Go line by line through the data and copy those with the word "nowrap".
BEGIN Dataset
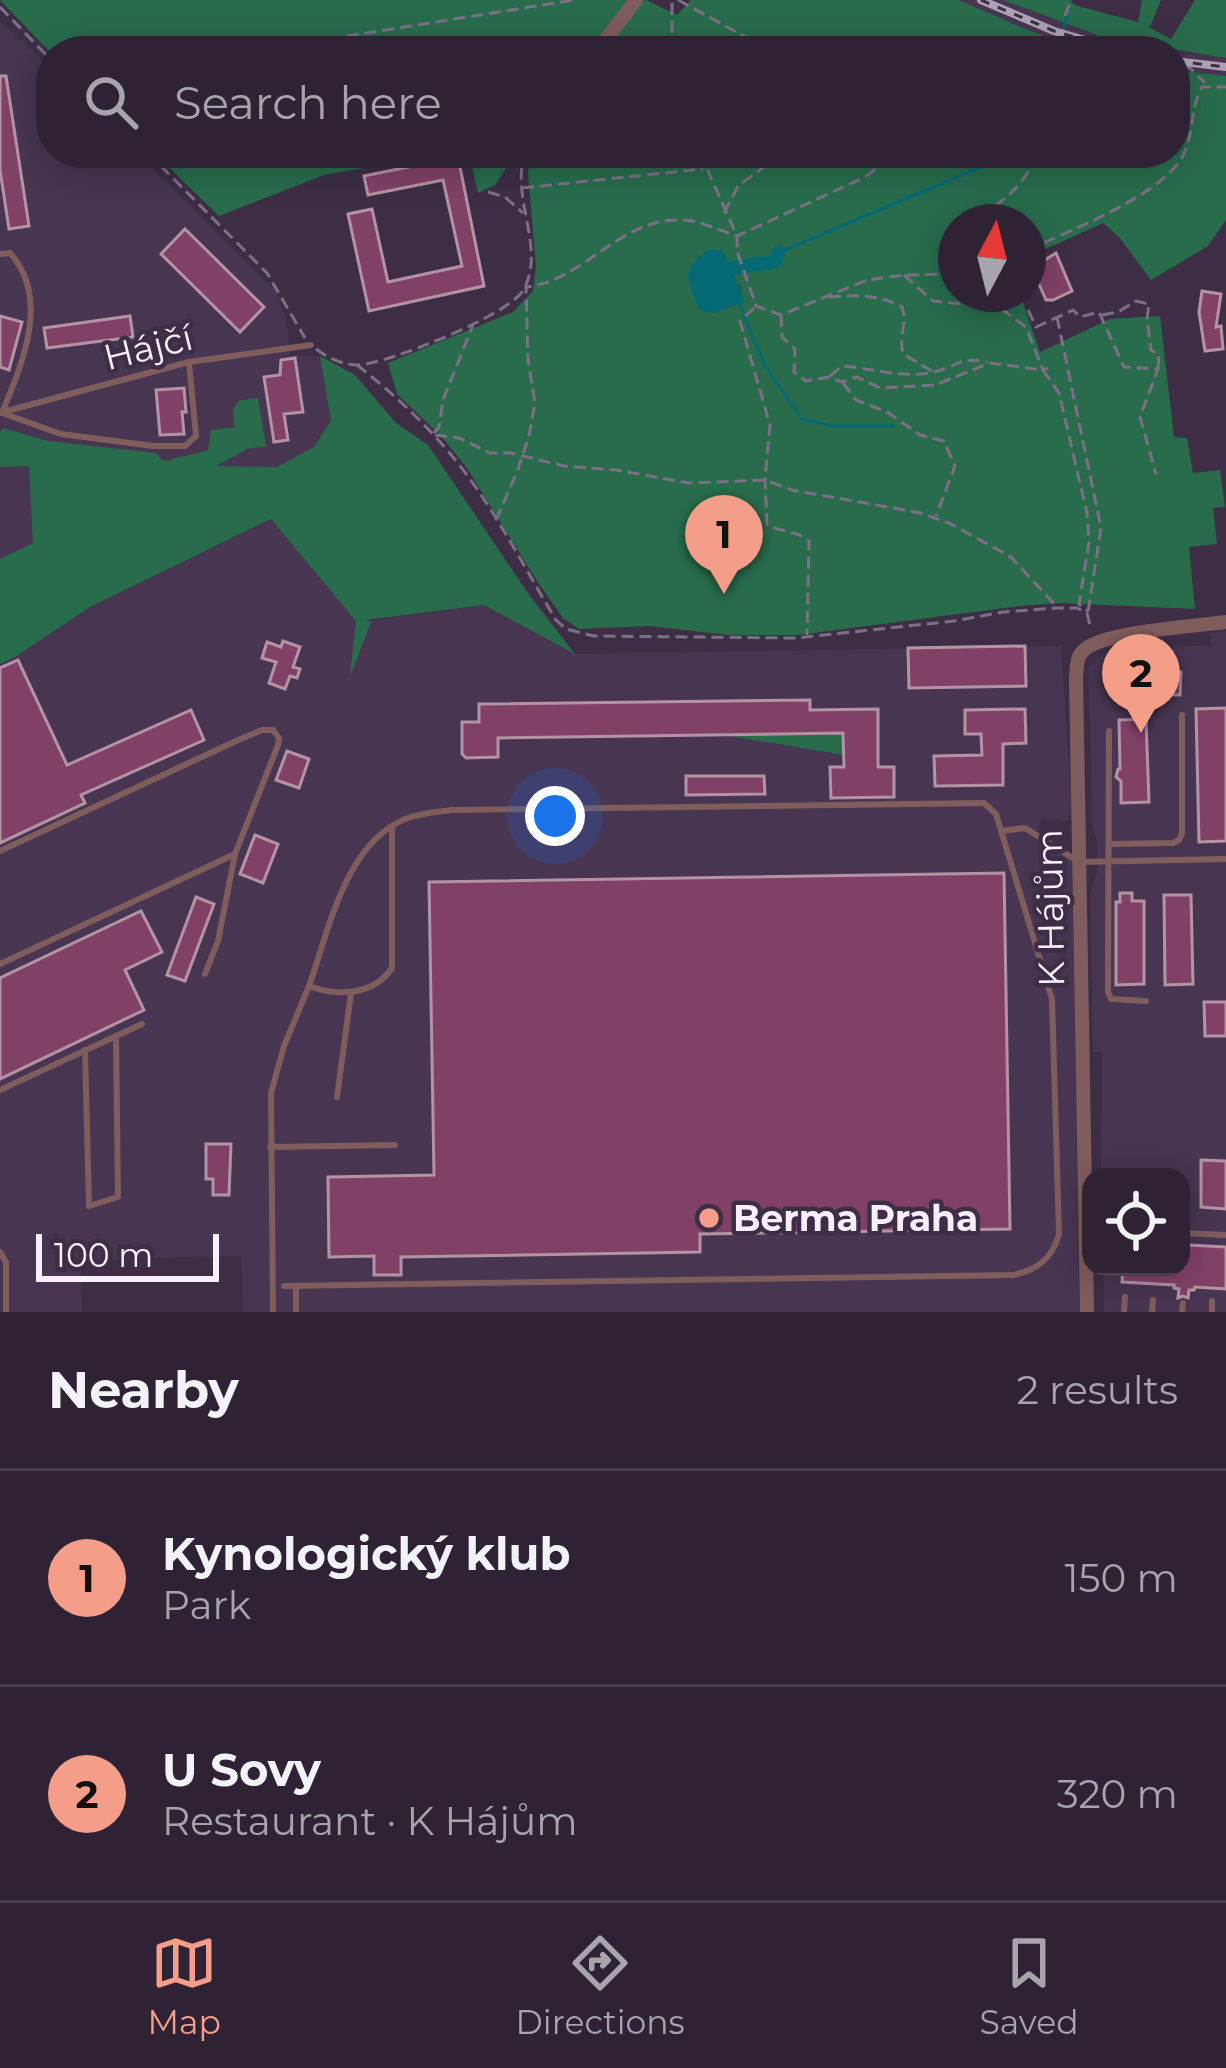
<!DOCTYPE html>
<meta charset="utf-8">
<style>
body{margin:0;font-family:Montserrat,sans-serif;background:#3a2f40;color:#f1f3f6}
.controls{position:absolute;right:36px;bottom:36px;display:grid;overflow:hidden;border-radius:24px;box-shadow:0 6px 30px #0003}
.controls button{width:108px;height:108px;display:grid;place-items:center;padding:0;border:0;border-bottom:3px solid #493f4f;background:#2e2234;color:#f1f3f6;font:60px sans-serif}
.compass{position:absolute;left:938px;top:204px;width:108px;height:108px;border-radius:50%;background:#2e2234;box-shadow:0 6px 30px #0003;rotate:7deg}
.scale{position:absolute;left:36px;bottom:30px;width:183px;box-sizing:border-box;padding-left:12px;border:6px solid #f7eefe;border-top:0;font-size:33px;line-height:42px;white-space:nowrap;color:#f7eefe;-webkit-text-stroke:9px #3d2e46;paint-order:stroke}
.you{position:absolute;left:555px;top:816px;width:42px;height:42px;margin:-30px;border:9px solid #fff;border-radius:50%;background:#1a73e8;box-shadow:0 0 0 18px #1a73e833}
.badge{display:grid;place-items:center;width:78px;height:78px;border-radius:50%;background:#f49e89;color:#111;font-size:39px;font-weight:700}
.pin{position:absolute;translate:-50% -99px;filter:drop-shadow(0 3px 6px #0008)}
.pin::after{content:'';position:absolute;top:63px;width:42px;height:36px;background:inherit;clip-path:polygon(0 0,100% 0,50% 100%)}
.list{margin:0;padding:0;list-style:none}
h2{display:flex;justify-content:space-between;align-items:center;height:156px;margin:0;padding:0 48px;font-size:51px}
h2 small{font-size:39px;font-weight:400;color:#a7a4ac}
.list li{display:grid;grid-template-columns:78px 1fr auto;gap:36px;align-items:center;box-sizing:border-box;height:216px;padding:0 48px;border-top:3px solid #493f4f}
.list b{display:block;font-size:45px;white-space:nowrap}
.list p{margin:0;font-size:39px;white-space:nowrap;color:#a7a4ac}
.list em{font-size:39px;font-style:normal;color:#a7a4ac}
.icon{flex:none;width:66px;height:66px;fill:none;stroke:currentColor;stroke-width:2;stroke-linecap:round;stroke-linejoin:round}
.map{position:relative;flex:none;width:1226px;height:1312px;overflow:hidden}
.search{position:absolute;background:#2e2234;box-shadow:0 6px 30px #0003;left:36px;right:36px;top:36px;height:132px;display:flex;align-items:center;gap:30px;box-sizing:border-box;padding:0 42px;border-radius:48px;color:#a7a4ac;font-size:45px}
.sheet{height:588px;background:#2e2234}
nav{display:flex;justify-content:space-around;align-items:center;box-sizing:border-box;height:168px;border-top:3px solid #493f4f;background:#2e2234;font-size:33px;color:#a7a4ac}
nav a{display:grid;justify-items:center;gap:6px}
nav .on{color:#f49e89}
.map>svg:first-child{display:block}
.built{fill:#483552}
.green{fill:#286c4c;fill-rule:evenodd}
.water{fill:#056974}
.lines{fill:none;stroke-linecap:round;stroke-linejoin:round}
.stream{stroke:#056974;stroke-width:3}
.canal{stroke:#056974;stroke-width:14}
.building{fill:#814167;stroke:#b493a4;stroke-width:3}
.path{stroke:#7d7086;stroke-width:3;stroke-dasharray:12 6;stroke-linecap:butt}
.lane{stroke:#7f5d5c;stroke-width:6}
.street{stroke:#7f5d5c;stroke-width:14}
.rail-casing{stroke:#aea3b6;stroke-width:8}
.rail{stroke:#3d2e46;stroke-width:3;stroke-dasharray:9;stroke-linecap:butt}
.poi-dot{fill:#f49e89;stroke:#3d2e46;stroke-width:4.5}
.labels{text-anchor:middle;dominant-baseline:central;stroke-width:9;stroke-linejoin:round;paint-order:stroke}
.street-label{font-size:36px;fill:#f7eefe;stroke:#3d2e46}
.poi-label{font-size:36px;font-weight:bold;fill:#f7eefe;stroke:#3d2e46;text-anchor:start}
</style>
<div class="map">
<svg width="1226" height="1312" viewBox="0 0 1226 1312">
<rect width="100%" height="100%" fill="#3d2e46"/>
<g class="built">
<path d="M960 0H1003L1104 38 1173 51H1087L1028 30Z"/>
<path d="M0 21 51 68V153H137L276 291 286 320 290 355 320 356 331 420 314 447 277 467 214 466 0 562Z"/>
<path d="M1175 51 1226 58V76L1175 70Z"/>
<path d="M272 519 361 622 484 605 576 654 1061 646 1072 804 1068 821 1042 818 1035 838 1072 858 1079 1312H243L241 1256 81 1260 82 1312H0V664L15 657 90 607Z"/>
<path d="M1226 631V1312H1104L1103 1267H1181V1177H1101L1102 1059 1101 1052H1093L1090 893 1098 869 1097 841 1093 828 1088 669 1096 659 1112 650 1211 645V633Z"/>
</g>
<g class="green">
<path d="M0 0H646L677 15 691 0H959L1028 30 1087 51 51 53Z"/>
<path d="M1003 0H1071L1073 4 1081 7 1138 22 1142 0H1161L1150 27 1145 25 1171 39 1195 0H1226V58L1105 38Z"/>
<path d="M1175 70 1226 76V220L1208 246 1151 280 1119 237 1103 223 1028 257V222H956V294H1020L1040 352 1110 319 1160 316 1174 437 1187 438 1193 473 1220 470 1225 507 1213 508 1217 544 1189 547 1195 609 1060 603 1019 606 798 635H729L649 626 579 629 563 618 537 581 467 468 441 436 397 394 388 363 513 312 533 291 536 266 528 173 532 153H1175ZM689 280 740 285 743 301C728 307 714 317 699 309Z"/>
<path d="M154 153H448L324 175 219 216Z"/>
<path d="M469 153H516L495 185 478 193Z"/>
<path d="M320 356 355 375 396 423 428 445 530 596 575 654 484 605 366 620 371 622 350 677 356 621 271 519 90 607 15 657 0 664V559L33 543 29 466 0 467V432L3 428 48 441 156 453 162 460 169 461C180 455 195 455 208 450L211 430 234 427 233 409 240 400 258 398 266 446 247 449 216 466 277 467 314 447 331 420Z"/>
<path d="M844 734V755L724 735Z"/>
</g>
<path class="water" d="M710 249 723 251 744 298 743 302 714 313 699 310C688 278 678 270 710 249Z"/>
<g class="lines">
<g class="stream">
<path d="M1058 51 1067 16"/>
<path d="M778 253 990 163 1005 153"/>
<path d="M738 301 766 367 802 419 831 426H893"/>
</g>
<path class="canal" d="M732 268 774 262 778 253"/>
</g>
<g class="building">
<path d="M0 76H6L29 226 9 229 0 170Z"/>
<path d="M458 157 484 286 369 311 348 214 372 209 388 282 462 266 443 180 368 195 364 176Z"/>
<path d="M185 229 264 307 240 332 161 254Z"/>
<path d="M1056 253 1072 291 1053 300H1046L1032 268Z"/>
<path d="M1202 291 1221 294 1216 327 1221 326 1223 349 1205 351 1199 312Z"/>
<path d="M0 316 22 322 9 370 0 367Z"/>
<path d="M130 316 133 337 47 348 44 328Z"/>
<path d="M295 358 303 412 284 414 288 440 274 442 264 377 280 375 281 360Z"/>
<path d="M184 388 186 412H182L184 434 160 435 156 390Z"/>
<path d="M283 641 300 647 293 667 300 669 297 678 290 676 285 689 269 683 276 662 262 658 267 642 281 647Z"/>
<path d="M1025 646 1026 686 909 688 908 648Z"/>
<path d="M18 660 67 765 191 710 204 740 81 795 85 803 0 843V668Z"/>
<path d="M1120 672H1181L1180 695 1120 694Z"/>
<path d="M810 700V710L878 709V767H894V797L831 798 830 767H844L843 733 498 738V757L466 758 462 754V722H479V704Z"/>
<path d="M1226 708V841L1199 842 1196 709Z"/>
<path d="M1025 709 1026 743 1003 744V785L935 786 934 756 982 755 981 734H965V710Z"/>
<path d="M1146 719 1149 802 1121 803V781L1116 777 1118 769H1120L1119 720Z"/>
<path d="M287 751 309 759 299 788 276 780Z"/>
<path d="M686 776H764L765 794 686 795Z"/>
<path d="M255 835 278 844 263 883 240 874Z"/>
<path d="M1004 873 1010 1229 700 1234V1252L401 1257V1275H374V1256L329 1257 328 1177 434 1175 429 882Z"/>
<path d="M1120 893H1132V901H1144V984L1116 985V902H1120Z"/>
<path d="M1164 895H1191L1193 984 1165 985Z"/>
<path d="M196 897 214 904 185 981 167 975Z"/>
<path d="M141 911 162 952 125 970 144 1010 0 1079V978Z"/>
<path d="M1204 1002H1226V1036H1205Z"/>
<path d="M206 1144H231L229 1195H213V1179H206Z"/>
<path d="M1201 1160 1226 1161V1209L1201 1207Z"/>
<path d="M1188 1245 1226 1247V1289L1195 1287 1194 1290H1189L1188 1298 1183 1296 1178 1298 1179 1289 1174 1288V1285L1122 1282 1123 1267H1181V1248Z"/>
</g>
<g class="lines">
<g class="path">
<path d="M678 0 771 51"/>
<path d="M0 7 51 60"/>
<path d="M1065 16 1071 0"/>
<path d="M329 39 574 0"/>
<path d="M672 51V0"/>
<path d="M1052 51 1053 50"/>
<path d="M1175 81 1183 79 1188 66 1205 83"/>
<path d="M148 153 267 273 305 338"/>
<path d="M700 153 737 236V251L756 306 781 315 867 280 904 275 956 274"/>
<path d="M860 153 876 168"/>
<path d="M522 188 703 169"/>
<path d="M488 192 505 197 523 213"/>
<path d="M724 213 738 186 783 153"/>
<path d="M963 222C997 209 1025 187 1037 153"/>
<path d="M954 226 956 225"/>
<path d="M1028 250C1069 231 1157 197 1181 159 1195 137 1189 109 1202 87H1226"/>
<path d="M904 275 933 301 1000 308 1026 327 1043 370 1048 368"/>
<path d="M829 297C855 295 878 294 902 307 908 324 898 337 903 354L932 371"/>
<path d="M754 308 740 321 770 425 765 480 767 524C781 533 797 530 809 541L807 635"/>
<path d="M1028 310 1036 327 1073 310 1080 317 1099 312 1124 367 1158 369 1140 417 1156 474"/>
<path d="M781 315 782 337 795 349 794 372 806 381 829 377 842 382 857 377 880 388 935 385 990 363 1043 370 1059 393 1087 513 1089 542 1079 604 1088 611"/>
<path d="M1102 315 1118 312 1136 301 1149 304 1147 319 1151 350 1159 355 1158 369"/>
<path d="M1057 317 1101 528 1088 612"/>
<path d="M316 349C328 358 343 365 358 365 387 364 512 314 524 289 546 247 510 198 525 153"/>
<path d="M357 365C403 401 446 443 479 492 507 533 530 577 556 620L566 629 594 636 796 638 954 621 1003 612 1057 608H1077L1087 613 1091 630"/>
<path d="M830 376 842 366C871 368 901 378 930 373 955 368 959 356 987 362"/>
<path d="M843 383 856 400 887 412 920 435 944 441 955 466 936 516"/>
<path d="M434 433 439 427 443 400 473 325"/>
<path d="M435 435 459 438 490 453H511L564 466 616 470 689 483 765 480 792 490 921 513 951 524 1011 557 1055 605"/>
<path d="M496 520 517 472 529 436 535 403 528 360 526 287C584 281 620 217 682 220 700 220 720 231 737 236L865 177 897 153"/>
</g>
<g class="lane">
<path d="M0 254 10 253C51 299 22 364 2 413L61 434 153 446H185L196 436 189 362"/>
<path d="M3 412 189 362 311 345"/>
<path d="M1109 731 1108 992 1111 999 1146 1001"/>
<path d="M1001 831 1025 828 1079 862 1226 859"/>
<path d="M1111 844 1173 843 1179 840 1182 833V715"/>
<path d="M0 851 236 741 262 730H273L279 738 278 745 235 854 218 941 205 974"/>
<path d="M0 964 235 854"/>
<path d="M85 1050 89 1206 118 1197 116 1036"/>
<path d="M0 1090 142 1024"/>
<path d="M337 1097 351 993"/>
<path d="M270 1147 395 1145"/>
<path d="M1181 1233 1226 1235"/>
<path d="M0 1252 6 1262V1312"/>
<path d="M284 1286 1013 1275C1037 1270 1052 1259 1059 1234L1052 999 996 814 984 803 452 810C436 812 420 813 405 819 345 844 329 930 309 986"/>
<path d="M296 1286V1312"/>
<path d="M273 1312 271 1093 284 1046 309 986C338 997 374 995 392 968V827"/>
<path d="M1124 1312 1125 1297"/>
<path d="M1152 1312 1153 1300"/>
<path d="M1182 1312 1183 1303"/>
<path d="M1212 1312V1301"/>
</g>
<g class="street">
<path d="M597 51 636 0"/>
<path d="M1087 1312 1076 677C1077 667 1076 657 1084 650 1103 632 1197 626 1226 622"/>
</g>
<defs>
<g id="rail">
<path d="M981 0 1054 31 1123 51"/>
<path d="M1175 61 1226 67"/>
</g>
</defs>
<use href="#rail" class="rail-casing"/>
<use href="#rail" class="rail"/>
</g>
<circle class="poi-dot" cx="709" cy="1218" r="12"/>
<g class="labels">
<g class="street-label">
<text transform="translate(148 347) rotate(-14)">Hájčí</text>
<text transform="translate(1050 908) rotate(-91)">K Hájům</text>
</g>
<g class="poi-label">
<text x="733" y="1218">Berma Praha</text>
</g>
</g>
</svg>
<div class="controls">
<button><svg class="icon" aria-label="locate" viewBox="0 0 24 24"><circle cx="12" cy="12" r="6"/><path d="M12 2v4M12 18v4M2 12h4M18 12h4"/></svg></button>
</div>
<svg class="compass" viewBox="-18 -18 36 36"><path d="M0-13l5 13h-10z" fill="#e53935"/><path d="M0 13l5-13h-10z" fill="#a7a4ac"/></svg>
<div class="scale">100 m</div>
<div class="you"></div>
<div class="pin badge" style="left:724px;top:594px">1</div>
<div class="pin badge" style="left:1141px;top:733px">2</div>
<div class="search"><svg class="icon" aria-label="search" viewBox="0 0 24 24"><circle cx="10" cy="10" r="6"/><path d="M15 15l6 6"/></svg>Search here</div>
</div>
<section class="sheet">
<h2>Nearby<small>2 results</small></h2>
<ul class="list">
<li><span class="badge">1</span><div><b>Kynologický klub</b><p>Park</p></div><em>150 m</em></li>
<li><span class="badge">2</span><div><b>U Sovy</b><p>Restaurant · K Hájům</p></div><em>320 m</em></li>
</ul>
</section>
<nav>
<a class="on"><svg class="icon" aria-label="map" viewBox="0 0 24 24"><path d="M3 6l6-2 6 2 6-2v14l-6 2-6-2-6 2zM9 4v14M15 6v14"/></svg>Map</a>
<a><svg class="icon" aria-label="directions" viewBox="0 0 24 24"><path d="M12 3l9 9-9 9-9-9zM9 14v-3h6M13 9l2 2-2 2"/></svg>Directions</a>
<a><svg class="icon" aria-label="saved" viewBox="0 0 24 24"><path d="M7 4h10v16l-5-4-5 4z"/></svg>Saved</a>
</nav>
END Dataset
Result:
.scale{position:absolute;left:36px;bottom:30px;width:183px;box-sizing:border-box;padding-left:12px;border:6px solid #f7eefe;border-top:0;font-size:33px;line-height:42px;white-space:nowrap;color:#f7eefe;-webkit-text-stroke:9px #3d2e46;paint-order:stroke}
.list b{display:block;font-size:45px;white-space:nowrap}
.list p{margin:0;font-size:39px;white-space:nowrap;color:#a7a4ac}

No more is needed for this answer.